FIG. 5C also illustrates that, in some embodiments, the gap between respective integrated circuit device 4 is overfilled and in fact protective material 6 is deposited above topmost surfaces of the integrated circuit devices 4. This is done to ensure that the integrated circuit device 4 are fully surrounded by protective material 6. Then, as illustrated in FIG. 5D, a process such as an etch-back process, mechanical grinding, a CMP process, or the like is preformed to planarize the top surface of protective material 6 and to make is level with top surfaces of respective integrated circuit devices 4. This overfilling and planarizing approach is not a necessary feature of any of the embodiments described herein, but this approach is equally applicable to the embodiments described with respect to FIGS. 2A through 2E, and to other embodiments described herein.

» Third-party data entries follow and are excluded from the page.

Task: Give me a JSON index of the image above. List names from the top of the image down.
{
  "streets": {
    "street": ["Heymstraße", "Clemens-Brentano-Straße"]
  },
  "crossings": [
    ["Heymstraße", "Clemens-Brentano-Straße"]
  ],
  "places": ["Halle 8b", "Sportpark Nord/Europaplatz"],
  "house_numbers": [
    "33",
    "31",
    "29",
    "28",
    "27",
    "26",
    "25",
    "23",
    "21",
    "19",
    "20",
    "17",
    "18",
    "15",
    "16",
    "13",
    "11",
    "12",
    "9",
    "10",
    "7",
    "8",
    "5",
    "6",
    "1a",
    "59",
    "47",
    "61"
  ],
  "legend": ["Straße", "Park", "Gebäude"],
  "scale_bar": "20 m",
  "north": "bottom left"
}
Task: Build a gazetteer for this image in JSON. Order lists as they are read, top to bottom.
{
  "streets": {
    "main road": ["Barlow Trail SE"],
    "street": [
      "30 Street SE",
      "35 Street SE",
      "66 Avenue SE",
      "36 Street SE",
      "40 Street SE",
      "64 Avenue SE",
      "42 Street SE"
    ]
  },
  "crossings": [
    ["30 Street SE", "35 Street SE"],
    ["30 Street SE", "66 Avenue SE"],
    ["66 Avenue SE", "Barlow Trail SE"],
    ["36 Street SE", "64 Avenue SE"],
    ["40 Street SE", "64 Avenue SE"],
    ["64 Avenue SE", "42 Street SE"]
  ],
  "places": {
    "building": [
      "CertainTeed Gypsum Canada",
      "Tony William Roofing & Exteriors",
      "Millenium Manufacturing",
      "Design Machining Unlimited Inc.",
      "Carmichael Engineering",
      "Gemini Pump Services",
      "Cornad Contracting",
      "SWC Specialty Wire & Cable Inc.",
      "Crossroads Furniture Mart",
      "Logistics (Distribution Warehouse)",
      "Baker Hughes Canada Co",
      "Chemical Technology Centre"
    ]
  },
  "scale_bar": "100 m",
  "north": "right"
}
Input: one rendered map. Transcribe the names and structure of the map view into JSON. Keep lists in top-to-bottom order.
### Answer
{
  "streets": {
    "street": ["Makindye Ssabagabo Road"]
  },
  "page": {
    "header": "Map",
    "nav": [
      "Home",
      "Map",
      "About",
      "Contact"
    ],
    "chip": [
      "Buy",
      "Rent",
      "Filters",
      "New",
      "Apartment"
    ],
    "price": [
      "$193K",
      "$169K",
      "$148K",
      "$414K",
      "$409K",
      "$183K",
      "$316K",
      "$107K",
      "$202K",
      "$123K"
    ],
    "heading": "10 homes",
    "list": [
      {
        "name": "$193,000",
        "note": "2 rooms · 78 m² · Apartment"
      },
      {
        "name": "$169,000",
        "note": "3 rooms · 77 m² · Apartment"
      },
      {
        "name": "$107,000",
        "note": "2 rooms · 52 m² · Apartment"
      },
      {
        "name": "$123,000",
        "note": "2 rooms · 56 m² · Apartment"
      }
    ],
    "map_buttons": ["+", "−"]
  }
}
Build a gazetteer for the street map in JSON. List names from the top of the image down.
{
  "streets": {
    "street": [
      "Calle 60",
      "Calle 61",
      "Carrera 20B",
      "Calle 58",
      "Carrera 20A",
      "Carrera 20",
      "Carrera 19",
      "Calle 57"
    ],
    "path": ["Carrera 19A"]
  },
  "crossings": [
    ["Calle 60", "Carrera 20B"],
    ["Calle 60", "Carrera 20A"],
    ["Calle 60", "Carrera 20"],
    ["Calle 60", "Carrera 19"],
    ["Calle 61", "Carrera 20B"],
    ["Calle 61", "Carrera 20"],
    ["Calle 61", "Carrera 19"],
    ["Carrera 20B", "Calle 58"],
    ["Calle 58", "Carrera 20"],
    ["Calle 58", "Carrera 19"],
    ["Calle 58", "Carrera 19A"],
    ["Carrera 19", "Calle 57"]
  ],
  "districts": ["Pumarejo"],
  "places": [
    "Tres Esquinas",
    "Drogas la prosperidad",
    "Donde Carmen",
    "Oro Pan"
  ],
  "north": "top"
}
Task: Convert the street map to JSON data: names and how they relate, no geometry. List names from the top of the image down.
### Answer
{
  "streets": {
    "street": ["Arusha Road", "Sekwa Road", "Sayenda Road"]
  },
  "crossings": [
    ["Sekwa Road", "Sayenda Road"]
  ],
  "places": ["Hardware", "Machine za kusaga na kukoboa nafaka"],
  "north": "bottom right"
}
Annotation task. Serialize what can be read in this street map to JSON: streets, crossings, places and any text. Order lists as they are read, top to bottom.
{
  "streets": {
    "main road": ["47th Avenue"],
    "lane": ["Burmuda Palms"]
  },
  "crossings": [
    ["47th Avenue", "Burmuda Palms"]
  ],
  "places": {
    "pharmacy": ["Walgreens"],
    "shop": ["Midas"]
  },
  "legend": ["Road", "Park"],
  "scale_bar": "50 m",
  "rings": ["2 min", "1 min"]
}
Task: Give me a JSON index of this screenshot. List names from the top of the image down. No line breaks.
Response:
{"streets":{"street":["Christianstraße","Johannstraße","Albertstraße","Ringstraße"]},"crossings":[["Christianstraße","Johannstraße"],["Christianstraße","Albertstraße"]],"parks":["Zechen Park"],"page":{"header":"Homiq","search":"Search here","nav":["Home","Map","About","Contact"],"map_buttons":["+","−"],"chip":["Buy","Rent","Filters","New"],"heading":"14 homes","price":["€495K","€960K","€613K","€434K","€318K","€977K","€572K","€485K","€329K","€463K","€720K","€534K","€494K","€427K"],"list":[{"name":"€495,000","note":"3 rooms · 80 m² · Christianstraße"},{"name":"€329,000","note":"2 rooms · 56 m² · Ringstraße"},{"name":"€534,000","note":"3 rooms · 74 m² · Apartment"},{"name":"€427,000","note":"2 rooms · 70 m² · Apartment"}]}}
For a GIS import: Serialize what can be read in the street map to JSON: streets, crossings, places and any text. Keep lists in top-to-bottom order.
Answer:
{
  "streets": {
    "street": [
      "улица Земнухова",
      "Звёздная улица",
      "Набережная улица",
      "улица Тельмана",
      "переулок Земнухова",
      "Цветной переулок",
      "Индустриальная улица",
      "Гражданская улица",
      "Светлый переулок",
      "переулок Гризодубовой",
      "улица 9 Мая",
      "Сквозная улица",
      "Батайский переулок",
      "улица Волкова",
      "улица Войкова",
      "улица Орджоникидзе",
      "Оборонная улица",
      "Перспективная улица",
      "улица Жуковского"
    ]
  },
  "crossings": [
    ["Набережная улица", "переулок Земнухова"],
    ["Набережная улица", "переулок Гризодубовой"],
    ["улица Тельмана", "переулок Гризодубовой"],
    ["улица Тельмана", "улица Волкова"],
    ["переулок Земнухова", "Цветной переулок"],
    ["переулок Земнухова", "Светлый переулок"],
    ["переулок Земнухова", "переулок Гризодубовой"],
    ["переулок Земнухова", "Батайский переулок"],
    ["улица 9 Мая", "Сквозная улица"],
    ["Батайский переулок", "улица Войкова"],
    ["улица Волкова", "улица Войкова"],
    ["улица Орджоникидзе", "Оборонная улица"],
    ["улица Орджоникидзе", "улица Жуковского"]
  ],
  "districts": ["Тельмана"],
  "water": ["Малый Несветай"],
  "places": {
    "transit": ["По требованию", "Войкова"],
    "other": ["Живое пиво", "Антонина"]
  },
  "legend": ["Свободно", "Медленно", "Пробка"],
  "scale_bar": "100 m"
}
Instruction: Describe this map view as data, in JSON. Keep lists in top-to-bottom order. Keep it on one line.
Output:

As with previously described embodiments, if TSVs 15 are formed within bottom device 2, wafer 3 of bottom device 2 can be thinned from the back side in order to expose ends of TSVs 15, as illustrated by FIG. 5E. Then, as illustrated in FIG. 5F, a backside interconnect structure 17 is formed to allow for electrical interconnection of package device 200 with external components.
Yet another embodiment for forming a package device 300 having a stress buffering air gap is provided with reference to FIGS. 6A through 6D. In this embodiment, protective material 6 is formed before bonding integrated circuit devices 4 to bottom device 2. For instance, in the example illustrated in FIG. 6A, integrated circuit devices 4 are mounted onto a carrier substrate 22. Carrier substrate is temporary support structure that will be subsequently removed, as described below, and hence its composition is not particularly. Various carrier substrates are known in the art, including silicon wafers, ceramic substrates, quarts substrates, and the like. In some embodiments, two or more integrated circuit devices 4 are mounted to carrier substrate 22 using a temporary adhesive. In one embodiment, carrier substrate is made of a material that is substantially transparent to radiant energy of a particular wavelength range, and a temporary adhesive that loses its adhesive properties when subjected to radiant energy of the particular wavelength can be employed.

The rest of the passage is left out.